"connection died" errors and Postini - patch

View: New views
2 Messages — Rating Filter:   Alert me  

"connection died" errors and Postini - patch

by Tregaron Bayly :: Rate this Message:

| View Threaded | Show Only this Message

Not long ago we noticed on our outbound mail servers that a surprising
number of qmail-remote processes were living a much longer than expected
life before throwing a "connected to <foo> but connection died" error
and deferring the message.  We were able to tie these down to processes
communicating with Google Postini and catch an strace that showed a
surprising bug with Google's mail server.  After receiving the DATA
Google intends to reject the message with a 571 code, but sends this:

read(3, "571 Message Refused\r", 128)

Unfortunately the message really needs to have both a CR and LF at the
end (\r\n) according to RFC 821 (section 4.1.2):  "The argument field
consists of a variable length character string ending with the character
sequence <CRLF>. The receiver is to take no action until this sequence
is received."

I brought this to Google's attention and they said "we don't have such
issue with any of our customers" and "sending server will know what to
do from there", which seems bogus - qmail, sendmail and postfix all
expect RFC-compliant responses and choke on this.  On one hand I feel
that Google must fix this rather than the MTA (why should everyone else
work around their broken software?).  On the other hand, putting this
patch on our qmail servers dropped the size of our outgoing mail queue
by more than 1/3.

Here's the patch:

--- qmail-1.03/qmail-remote.c   1998-06-15 04:53:16.000000000 -0600
+++ qmail-1.03-571/qmail-remote.c       2011-04-25 11:39:07.513583926
-0600
@@ -158,7 +158,32 @@
     get(&ch);
     get(&ch);
   }
-  while (ch != '\n') get(&ch);
+  while (ch != '\n')
+  {
+    // Postini can return a 571 SMTP code terminated with a '\r' but no
+    // '\n'.  The result is that we are trapped in this while loop
until
+    // saferead() times out and the message is drop()ed. This means a
+    // message that should be a permanent failure is instead requeued
+    // continually until it ages out.  Try to catch and prevent this:
+    if (ch == '\r' && code == 571)
+    {
+
+     // Cap smtptext with a '\n' so future uses of the string look
right
+      unsigned char LF;
+      LF = '\n';
+      if (!stralloc_append(&smtptext,&LF)) temp_nomem();
+
+     // Returning here potentially leaves a '\n' in the fd (if someone
+     // later correctly implements a 571 error with CRLF), but since
+     // this means we will be quitting before we read() again we'll
+     // not worry about it.
+     return code;
+    }
+    else
+    {
+      get(&ch);
+    }
+  }
 
   return code;
 }



Re: "connection died" errors and Postini - patch

by Andy Bradford-62 :: Rate this Message:

| View Threaded | Show Only this Message

Thus said Tregaron Bayly on Tue, 19 Jul 2011 11:13:09 MDT:

> I brought this to Google's attention and they said "we don't have such
> issue with any of our customers" and "sending server will know what to
> do from  there", which seems bogus  - qmail, sendmail and  postfix all
> expect RFC-compliant responses and choke on this.

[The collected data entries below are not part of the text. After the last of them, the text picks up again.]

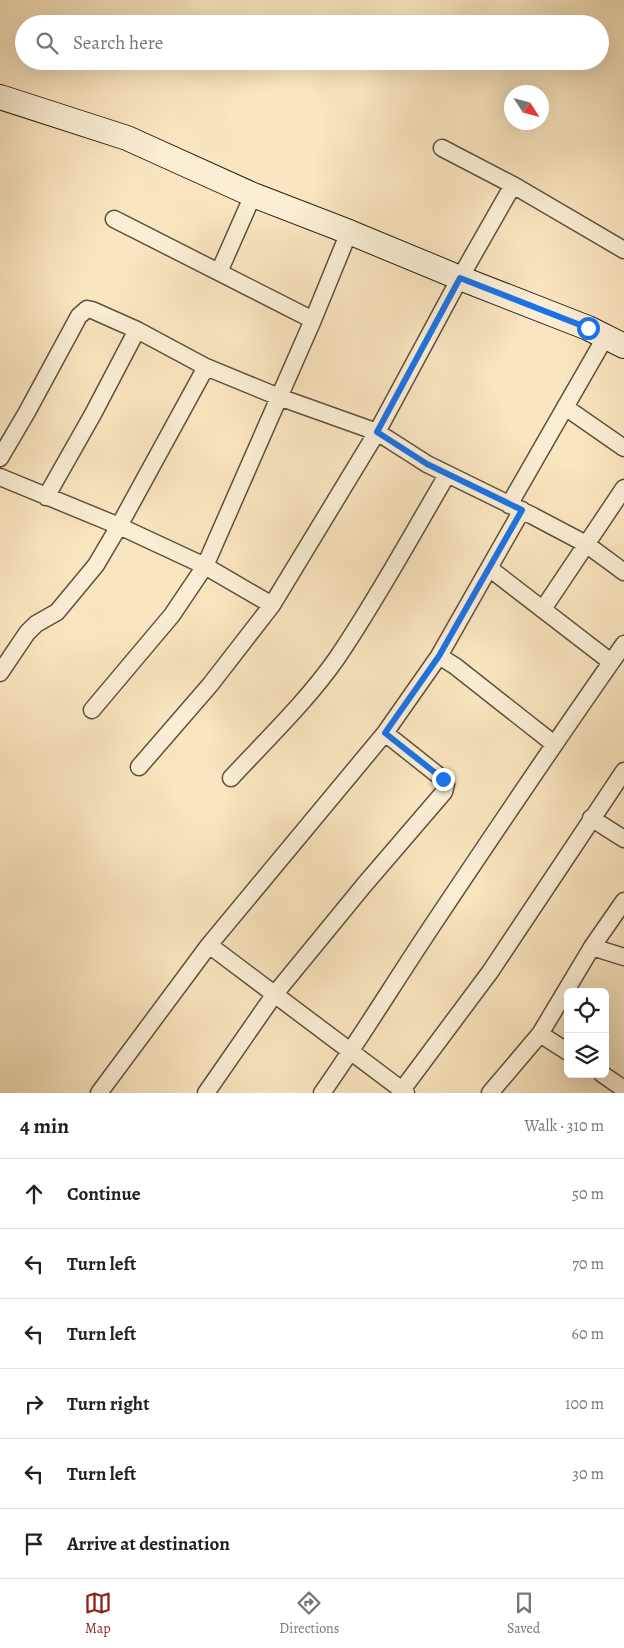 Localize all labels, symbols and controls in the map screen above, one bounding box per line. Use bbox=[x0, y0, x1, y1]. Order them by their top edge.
search box bbox=[15, 15, 609, 70]
icon: search bbox=[33, 29, 61, 57]
text: Search here bbox=[73, 30, 163, 56]
north arrow bbox=[504, 85, 549, 130]
route start bbox=[577, 317, 600, 340]
route end bbox=[432, 768, 455, 791]
map controls bbox=[564, 988, 609, 1078]
button: locate bbox=[564, 988, 609, 1033]
button: layers bbox=[564, 1033, 609, 1078]
text: 4 min bbox=[20, 1112, 69, 1140]
text: Walk · 310 m bbox=[524, 1115, 604, 1137]
icon: ahead bbox=[20, 1180, 48, 1208]
text: Continue bbox=[67, 1181, 141, 1207]
text: 50 m bbox=[572, 1183, 604, 1205]
icon: left bbox=[20, 1250, 48, 1278]
text: Turn left bbox=[67, 1251, 136, 1277]
text: 70 m bbox=[572, 1253, 604, 1275]
icon: left bbox=[20, 1320, 48, 1348]
text: Turn left bbox=[67, 1321, 136, 1347]
text: 60 m bbox=[572, 1323, 604, 1345]
icon: right bbox=[20, 1390, 48, 1418]
text: Turn right bbox=[67, 1391, 149, 1417]
text: 100 m bbox=[565, 1393, 604, 1415]
icon: left bbox=[20, 1460, 48, 1488]
text: Turn left bbox=[67, 1461, 136, 1487]
text: 30 m bbox=[572, 1463, 604, 1485]
icon: arrive bbox=[20, 1530, 48, 1558]
text: Arrive at destination bbox=[67, 1531, 230, 1557]
tab: Map bbox=[84, 1589, 112, 1638]
tab: Directions bbox=[279, 1589, 339, 1638]
tab: Saved bbox=[507, 1589, 540, 1638]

Why do  companies think this  an acceptable response to  broken software
and poor software  design? This is probably an attempt  on their part at
some kind  of elaborate anti-spam technique.  I can see no  other reason
why they would reject an email with a 5xx permanent failure but not give
the complete \r\n to terminate the response except this. Yes, I'm giving
google developers the benefit of the  doubt... I hear that they hire the
best.

Andy